▶ _Try it_: Run through the records and show each line that includes the string "Phòng".

▶ _Source data_:

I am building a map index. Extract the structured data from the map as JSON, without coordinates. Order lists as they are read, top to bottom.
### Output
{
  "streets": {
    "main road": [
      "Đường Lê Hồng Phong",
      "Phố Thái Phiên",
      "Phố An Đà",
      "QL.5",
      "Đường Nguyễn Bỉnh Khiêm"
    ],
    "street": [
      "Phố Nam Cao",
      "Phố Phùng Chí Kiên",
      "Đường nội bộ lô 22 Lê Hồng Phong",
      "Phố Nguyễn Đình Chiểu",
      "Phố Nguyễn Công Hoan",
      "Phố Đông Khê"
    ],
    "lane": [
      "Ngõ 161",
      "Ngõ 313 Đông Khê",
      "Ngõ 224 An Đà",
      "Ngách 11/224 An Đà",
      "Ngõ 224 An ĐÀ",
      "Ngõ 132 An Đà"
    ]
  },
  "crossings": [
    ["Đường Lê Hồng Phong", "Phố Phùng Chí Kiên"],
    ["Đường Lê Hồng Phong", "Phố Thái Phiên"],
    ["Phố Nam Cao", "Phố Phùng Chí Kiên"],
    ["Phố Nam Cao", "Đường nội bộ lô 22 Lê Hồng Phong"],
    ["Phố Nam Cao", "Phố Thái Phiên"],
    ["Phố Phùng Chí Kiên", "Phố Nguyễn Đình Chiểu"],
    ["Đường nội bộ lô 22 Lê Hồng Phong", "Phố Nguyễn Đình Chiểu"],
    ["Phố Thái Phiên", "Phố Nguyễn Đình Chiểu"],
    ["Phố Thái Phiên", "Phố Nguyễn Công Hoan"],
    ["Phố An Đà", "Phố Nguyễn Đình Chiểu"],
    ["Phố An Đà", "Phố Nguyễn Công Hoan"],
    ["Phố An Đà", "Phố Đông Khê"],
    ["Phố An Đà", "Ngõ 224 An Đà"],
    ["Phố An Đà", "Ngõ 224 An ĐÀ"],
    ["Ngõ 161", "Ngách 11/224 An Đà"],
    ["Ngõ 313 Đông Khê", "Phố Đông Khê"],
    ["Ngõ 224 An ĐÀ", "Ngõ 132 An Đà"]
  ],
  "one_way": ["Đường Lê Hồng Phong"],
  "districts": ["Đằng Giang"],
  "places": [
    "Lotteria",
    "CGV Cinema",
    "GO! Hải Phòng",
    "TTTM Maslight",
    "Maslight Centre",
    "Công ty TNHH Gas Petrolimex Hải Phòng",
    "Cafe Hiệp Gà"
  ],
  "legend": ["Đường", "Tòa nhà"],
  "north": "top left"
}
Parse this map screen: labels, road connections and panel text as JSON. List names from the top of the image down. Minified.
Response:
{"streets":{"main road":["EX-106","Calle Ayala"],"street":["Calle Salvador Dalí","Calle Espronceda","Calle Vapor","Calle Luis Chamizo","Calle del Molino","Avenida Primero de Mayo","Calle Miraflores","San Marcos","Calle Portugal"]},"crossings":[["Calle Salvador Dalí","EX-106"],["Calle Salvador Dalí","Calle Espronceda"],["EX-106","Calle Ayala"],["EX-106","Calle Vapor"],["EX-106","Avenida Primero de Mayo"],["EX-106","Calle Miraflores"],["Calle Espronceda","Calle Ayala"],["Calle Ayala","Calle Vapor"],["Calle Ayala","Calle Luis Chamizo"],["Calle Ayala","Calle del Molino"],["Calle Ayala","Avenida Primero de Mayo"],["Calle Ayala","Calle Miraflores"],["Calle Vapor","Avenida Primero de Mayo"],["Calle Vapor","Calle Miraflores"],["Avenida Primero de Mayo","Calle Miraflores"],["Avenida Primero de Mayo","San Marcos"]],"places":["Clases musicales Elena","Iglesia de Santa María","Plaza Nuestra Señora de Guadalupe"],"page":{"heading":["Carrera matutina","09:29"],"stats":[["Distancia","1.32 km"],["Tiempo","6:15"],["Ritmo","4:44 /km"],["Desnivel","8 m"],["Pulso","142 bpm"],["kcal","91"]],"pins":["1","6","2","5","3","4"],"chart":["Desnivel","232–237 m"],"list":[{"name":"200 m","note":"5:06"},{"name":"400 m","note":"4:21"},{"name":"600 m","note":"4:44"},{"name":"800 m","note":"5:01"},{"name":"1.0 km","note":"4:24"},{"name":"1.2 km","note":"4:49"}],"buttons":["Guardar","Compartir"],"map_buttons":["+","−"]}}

▶ _Written reply_:
    "GO! Hải Phòng",
    "Công ty TNHH Gas Petrolimex Hải Phòng",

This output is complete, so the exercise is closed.